I suppose I have too much time on my hands but I often just sit and think about really overwhelming things. It's good in a way because I'm getting to know myself but it's also kind of dangerous because I could drive myself crazy. A common thought is that I don't really serve any purpose on Earth. I feel I belong somewhere else. I'm just getting by here. It's not really fulfilling, satisfying. I feel like there's another world out there. Somewhere I'd feel more at home, somewhere I'd serve more purpose. I've tried explaining this feeling to my closest friends but nobody has felt the same and think it's really strange. Does anyone else ever feel like this?



[reply]
3 responses to Ever feel like you belong somewhere else?
RE: Ever feel like you belong somewhere else?

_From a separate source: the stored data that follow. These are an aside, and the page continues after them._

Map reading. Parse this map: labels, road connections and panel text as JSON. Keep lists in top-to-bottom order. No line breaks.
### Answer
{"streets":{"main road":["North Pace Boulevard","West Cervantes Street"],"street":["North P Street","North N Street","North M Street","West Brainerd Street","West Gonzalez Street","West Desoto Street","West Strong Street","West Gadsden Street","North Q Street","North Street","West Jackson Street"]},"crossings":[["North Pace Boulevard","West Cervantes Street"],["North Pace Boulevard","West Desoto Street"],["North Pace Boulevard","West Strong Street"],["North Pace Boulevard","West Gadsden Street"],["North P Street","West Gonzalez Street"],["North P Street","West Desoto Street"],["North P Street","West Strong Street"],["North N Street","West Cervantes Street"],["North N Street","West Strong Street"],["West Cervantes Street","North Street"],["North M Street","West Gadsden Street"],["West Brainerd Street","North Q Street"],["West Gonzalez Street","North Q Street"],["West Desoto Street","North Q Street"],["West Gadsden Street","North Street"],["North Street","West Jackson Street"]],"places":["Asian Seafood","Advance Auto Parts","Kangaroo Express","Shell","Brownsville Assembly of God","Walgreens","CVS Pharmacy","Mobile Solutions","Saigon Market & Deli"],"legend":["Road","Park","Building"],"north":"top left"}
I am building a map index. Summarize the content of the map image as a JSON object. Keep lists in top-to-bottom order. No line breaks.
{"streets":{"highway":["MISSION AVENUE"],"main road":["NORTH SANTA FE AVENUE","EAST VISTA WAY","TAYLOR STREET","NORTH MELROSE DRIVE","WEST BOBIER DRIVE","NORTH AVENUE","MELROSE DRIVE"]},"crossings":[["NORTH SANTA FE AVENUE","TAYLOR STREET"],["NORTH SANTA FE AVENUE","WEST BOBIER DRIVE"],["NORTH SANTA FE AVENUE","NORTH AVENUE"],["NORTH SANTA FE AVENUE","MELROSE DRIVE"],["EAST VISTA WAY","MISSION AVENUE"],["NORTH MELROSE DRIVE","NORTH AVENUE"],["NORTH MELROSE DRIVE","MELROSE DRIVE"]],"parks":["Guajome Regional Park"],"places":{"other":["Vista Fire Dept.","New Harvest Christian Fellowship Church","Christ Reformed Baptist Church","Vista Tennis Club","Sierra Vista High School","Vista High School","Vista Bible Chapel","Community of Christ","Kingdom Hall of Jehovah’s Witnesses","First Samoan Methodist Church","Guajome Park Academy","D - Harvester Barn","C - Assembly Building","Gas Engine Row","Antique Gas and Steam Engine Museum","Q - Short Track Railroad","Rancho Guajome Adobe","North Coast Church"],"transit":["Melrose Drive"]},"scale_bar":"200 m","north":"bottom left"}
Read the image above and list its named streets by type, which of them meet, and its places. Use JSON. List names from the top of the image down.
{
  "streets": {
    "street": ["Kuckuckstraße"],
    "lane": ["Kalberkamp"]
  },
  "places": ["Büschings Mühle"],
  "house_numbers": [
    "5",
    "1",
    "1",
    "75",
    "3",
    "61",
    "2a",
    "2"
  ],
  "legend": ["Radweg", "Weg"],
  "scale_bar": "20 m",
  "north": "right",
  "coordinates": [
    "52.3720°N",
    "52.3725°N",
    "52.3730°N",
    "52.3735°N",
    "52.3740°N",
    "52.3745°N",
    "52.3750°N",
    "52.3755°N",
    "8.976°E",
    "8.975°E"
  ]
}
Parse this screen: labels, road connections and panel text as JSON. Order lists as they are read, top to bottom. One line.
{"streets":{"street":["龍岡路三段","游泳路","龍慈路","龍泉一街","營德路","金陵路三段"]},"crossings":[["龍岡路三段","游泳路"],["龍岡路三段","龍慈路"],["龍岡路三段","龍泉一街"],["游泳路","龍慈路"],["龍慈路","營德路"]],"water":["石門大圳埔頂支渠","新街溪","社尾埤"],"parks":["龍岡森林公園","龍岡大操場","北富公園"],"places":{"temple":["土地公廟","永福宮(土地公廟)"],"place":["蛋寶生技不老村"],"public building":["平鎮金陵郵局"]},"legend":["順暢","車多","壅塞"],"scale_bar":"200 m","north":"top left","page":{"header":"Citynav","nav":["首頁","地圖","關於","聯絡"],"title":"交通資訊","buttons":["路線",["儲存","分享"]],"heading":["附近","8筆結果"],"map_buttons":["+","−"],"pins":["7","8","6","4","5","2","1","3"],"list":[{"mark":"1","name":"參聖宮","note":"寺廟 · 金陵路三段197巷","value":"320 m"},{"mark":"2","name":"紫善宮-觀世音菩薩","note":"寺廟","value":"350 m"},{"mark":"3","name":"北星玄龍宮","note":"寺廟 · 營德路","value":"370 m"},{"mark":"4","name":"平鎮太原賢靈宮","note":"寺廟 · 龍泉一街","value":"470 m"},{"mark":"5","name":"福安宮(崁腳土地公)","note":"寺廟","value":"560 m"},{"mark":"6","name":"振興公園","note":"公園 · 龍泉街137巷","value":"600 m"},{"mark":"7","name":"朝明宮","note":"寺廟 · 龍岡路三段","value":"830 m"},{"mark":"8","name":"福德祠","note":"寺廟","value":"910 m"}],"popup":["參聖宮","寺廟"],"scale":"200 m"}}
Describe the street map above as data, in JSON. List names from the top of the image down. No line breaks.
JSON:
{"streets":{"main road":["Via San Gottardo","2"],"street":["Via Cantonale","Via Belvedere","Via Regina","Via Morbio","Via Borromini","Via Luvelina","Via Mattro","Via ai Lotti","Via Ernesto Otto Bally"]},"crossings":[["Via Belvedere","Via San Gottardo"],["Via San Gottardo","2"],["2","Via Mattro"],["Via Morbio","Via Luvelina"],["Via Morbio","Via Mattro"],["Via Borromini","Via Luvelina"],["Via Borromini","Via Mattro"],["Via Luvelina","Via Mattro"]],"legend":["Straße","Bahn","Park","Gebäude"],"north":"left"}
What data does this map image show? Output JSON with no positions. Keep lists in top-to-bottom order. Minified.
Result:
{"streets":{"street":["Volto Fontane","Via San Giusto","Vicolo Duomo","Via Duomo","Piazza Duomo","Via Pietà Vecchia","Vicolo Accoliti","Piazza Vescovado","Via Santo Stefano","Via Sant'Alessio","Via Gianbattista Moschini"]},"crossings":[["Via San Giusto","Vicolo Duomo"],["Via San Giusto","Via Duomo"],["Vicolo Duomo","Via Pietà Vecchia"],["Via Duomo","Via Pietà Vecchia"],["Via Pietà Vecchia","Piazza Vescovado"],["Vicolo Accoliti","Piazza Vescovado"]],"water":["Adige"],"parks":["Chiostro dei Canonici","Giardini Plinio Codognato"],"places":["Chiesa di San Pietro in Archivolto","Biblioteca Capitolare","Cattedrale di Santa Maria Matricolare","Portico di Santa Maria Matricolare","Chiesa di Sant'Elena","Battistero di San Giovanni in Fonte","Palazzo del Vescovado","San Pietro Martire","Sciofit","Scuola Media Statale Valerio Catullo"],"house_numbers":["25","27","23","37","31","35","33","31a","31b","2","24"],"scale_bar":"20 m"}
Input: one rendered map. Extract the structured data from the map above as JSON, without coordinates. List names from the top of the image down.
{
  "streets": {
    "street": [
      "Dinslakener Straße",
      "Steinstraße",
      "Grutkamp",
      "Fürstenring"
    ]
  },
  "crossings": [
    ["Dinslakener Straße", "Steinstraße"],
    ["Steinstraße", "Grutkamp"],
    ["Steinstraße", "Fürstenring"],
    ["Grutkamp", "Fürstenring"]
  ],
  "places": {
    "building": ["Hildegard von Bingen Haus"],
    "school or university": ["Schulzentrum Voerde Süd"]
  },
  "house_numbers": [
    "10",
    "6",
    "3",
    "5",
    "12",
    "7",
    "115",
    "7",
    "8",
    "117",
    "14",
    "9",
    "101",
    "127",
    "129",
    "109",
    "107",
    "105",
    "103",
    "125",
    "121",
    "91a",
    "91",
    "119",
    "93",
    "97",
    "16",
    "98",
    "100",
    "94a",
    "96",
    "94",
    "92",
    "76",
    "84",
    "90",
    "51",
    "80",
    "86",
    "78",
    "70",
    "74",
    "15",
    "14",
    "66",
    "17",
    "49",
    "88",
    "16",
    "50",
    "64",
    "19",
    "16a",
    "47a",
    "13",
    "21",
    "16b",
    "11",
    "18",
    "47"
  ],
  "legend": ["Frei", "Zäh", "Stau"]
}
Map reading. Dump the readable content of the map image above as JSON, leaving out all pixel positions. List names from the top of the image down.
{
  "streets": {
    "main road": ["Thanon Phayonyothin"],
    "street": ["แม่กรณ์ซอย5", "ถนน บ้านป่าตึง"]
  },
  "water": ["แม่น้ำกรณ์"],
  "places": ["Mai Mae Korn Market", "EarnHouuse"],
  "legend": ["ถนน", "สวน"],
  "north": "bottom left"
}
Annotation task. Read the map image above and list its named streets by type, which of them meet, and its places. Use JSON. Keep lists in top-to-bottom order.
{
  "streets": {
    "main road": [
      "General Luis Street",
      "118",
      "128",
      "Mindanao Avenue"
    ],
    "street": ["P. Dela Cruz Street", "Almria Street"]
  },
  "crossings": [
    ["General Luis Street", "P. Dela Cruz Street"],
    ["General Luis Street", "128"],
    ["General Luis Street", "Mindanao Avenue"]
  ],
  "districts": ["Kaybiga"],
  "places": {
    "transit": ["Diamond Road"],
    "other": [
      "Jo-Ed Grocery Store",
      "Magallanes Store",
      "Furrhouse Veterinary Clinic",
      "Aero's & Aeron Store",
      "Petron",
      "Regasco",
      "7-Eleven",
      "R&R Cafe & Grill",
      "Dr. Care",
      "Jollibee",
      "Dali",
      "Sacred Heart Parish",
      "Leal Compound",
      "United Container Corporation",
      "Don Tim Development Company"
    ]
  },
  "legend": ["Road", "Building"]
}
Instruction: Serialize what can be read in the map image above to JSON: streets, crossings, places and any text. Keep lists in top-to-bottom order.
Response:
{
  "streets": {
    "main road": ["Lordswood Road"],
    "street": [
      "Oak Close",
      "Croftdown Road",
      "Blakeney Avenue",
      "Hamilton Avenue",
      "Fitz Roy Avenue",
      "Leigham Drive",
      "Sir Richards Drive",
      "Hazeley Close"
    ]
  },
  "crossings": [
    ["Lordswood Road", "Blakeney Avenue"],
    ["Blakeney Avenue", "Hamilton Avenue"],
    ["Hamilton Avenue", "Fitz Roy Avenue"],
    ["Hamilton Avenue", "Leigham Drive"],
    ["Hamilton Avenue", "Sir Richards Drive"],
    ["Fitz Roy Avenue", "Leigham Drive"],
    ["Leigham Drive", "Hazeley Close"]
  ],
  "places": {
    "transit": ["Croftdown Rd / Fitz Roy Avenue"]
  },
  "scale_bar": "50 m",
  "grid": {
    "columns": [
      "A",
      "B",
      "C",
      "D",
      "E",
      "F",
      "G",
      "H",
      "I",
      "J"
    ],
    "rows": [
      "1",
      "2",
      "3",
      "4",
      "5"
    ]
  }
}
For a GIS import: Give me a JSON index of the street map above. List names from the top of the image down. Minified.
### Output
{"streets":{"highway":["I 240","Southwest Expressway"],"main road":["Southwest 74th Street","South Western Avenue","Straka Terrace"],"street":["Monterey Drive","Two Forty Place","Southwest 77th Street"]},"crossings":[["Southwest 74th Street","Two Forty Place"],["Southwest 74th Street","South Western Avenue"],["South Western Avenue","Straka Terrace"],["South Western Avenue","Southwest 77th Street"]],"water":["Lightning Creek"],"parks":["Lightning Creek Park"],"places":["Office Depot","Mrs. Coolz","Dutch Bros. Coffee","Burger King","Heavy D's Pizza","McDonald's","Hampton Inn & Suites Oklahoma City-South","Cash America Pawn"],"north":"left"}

Posted on February 08, 2010 at 12:21 PM (PST) ( 6 months ago )wrote the following:
I know how you feel. I often feel the same way. But I realized something a long time ago, everyone has a purpose. The challenge that is life is finding who it is. Your reason for waking up and breathing. It doesn't have to be a lover or spouse it can be anyone. A best friend a child a parent a sibling or all of the above. You'll feel comfortable in this world once you've found someone like that. I used to feel like you all the time and sometimes I do now but I found someone. Whenever I'm with this kid I know what I'm doing I know where I'm going and why I'm going there. I know what to say I know what to do and yeah it's overwhelming but I'd be lying if I said this kid was nothing to me cause the truth is they're everything. I feel lost when this kid isn't by my side I feel just like you do. Don't give up! Like I said it can be anyone.
RE: Ever feel like you belong somewhere else?
Posted on February 08, 2010 at 05:43 PM (PST) ( 6 months ago )wrote the following:
I feel like that all the time. Just enjoy yourself...because...thats all you really can do
RE: Ever feel like you belong somewhere else?
Posted on June 10, 2010 at 05:20 AM (PDT) ( 2 months ago )wrote the following:
I think I know exactly how you feel. I don't believe I belong here. I'm not depressed and I'm not a teenager going through some angsty stage. I just genuinely feel as though this planet/plane of existence/ reality or whatever you want to call it is not where I am meant to be.
I get feelings of anxiety about the world as though something is about to happen. I don't mean all that 2012 stuff. I don't really know what I mean, I just get a feeling something is about to change. I've felt like this since I can remember. It's very confusing.
Does this sound familiar to you at all?